_What is needed:_
Emit only the lines from the line containing "<div><b>2</b><p>min</p></div>" through the last line of the entries, unchanged.

_Data excerpts:_
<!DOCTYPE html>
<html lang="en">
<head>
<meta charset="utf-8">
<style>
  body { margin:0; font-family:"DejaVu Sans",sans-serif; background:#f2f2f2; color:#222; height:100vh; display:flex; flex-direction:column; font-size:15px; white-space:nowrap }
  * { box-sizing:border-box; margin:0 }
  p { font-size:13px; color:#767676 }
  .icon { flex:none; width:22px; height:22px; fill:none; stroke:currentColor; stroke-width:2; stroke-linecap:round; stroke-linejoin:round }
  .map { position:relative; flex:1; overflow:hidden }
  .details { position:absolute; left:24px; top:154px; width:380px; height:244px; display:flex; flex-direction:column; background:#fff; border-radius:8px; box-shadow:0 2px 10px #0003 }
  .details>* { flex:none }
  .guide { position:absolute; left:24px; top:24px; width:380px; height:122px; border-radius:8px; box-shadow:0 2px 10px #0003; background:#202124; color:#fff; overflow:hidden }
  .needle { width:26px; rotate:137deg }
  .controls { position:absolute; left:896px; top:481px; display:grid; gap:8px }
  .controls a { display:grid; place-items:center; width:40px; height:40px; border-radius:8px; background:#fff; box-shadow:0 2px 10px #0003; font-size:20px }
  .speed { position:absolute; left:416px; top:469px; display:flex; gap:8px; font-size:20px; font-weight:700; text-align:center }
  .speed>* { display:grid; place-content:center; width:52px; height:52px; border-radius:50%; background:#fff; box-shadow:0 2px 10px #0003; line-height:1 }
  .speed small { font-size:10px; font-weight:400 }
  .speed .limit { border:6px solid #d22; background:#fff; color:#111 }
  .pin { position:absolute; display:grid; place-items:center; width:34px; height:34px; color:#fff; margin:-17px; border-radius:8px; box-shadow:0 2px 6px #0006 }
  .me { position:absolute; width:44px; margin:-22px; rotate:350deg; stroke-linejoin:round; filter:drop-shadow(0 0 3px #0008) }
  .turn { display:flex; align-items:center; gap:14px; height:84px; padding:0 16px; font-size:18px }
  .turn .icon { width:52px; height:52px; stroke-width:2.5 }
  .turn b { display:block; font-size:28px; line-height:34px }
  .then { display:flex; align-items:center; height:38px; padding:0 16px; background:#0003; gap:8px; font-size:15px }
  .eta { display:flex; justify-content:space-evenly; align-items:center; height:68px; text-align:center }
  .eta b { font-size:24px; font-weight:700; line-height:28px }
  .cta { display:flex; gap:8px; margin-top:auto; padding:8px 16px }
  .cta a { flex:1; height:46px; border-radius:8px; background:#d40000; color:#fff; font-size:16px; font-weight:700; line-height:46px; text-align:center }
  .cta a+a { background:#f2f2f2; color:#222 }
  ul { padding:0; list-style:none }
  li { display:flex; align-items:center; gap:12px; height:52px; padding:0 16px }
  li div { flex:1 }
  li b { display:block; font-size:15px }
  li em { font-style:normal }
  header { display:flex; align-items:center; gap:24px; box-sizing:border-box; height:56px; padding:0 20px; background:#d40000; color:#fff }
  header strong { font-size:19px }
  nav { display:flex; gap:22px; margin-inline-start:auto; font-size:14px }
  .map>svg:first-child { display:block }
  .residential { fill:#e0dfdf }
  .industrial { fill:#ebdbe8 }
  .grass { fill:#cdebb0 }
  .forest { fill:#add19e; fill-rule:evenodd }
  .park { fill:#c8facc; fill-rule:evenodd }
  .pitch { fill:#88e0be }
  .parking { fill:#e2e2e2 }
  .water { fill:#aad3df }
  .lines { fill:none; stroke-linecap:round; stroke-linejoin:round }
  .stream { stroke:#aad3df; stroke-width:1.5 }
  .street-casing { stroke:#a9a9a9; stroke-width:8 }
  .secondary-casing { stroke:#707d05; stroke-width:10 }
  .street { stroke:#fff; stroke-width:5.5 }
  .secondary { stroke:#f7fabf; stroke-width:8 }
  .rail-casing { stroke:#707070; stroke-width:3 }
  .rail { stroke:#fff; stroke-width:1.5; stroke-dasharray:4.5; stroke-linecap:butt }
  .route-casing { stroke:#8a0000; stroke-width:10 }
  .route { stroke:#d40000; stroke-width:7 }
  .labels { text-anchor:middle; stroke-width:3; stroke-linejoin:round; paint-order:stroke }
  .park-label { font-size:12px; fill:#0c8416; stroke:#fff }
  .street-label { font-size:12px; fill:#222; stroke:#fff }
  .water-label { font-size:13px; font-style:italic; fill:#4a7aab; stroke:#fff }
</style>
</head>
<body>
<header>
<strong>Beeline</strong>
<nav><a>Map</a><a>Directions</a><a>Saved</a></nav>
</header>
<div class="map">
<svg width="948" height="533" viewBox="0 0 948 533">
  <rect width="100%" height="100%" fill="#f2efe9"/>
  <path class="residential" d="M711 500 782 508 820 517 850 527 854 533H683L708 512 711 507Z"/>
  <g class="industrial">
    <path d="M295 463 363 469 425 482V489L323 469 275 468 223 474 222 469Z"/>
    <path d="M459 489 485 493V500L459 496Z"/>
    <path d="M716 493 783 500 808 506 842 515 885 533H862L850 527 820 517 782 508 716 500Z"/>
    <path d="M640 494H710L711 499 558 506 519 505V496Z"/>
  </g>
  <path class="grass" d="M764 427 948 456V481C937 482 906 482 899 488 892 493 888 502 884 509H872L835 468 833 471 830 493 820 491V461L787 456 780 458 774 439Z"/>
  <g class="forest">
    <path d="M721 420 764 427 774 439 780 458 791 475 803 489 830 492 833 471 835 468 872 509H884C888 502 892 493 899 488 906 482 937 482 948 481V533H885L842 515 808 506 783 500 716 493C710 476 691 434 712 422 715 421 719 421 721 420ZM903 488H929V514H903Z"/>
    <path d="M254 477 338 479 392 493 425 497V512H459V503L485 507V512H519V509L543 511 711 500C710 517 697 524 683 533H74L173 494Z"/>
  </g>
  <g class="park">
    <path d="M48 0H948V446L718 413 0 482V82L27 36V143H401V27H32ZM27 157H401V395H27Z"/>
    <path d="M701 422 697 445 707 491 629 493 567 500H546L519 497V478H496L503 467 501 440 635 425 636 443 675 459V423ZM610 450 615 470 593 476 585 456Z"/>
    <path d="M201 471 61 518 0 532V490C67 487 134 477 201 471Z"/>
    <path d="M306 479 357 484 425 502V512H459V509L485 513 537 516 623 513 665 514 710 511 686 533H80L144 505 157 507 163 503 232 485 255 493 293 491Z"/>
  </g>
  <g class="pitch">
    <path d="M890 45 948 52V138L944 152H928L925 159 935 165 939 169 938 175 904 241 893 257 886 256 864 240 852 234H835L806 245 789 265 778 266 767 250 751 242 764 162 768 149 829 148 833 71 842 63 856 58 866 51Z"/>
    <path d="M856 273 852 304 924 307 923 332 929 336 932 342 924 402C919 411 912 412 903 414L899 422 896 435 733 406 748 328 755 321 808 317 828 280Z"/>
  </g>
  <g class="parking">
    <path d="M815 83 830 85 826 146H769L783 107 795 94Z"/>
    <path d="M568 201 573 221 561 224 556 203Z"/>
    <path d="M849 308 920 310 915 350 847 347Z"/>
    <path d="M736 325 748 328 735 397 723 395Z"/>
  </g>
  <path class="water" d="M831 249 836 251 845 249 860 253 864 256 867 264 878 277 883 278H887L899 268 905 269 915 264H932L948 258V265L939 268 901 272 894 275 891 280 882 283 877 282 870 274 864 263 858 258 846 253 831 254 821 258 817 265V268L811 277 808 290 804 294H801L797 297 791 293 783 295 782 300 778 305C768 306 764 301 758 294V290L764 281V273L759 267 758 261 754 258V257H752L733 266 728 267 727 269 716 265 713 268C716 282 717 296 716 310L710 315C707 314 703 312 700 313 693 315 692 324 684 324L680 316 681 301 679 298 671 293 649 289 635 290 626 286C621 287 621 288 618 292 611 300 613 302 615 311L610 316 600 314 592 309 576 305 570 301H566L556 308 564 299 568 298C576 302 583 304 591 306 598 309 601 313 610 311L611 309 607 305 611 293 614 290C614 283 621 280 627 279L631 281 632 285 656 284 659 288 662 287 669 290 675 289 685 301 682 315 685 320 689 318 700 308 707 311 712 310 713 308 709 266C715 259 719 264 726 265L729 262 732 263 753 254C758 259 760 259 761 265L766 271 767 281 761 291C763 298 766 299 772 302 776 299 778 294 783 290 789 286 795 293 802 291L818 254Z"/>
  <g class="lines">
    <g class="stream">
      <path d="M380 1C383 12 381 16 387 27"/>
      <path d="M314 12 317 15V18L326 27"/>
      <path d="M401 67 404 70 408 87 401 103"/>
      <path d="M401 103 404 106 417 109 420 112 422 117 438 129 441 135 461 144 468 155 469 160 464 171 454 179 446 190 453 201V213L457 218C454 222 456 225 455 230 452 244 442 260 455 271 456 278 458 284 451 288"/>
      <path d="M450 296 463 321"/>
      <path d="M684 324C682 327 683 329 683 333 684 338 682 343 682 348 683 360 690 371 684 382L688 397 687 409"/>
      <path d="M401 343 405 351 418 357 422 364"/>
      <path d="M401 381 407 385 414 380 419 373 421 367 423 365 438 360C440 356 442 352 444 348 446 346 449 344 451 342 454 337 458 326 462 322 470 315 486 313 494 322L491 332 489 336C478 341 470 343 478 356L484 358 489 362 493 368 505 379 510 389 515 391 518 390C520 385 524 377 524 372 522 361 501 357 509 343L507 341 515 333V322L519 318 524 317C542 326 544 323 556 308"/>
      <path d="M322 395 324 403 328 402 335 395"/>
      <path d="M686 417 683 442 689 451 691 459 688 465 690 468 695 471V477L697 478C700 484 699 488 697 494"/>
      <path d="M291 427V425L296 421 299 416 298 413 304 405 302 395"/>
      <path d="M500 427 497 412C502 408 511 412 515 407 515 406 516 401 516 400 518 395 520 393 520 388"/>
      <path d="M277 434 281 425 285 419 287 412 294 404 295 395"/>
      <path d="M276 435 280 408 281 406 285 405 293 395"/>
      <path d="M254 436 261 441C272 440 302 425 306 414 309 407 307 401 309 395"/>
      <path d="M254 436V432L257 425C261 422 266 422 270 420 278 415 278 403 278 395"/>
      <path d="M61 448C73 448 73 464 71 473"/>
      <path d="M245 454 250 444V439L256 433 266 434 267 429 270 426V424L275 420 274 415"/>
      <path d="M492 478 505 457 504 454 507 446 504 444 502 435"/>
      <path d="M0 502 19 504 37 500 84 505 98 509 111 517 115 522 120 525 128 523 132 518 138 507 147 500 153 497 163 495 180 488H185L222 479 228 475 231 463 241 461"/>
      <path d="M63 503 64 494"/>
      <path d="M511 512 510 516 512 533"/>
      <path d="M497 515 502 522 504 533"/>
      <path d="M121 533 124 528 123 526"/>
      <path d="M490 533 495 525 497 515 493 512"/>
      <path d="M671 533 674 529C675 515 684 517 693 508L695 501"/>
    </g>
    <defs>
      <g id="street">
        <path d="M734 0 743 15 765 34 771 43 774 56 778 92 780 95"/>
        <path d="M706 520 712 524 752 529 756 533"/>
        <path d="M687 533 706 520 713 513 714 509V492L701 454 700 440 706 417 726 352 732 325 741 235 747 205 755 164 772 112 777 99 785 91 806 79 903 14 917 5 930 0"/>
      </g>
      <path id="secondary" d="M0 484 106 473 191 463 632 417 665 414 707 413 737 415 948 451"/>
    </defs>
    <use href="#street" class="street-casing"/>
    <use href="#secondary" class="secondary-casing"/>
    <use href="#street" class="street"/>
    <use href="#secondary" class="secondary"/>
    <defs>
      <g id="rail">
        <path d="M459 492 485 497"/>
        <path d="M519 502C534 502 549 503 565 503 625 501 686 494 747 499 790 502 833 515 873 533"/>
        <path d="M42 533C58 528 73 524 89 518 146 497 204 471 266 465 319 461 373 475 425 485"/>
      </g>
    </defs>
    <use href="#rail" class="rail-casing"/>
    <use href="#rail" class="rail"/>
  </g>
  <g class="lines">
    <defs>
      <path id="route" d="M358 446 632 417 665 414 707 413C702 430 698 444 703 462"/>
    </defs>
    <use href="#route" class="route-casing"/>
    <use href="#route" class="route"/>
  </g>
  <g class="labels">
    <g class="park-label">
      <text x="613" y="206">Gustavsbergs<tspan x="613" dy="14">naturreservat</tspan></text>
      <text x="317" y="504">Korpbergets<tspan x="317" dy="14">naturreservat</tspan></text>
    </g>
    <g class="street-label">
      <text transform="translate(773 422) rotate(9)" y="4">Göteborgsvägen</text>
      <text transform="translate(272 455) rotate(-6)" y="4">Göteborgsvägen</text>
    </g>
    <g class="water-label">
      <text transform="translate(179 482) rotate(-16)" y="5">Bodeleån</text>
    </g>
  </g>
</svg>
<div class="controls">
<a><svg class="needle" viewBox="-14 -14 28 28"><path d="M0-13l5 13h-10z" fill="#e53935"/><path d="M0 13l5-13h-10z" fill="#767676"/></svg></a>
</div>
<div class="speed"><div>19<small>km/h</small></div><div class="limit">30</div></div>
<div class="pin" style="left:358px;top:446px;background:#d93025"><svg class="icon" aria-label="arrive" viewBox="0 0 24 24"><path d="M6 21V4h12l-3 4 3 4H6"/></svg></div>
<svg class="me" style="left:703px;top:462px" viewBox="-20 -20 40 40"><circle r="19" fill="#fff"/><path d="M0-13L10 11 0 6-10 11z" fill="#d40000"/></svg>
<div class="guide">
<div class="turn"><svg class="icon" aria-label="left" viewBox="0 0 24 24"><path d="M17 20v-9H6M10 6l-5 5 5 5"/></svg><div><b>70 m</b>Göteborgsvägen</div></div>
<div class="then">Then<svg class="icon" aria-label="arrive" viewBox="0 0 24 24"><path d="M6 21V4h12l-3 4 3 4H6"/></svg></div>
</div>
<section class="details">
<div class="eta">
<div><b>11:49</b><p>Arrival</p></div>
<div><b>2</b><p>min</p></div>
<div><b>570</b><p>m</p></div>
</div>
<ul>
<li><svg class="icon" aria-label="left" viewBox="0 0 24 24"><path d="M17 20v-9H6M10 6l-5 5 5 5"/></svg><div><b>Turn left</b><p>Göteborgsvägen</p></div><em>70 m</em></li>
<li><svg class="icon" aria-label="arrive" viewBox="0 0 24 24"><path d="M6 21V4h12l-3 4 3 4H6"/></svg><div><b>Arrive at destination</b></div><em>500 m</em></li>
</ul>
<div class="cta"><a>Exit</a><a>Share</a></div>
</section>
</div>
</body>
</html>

_Answer space:_
<div><b>2</b><p>min</p></div>
<div><b>570</b><p>m</p></div>
</div>
<ul>
<li><svg class="icon" aria-label="left" viewBox="0 0 24 24"><path d="M17 20v-9H6M10 6l-5 5 5 5"/></svg><div><b>Turn left</b><p>Göteborgsvägen</p></div><em>70 m</em></li>
<li><svg class="icon" aria-label="arrive" viewBox="0 0 24 24"><path d="M6 21V4h12l-3 4 3 4H6"/></svg><div><b>Arrive at destination</b></div><em>500 m</em></li>
</ul>
<div class="cta"><a>Exit</a><a>Share</a></div>
</section>
</div>
</body>
</html>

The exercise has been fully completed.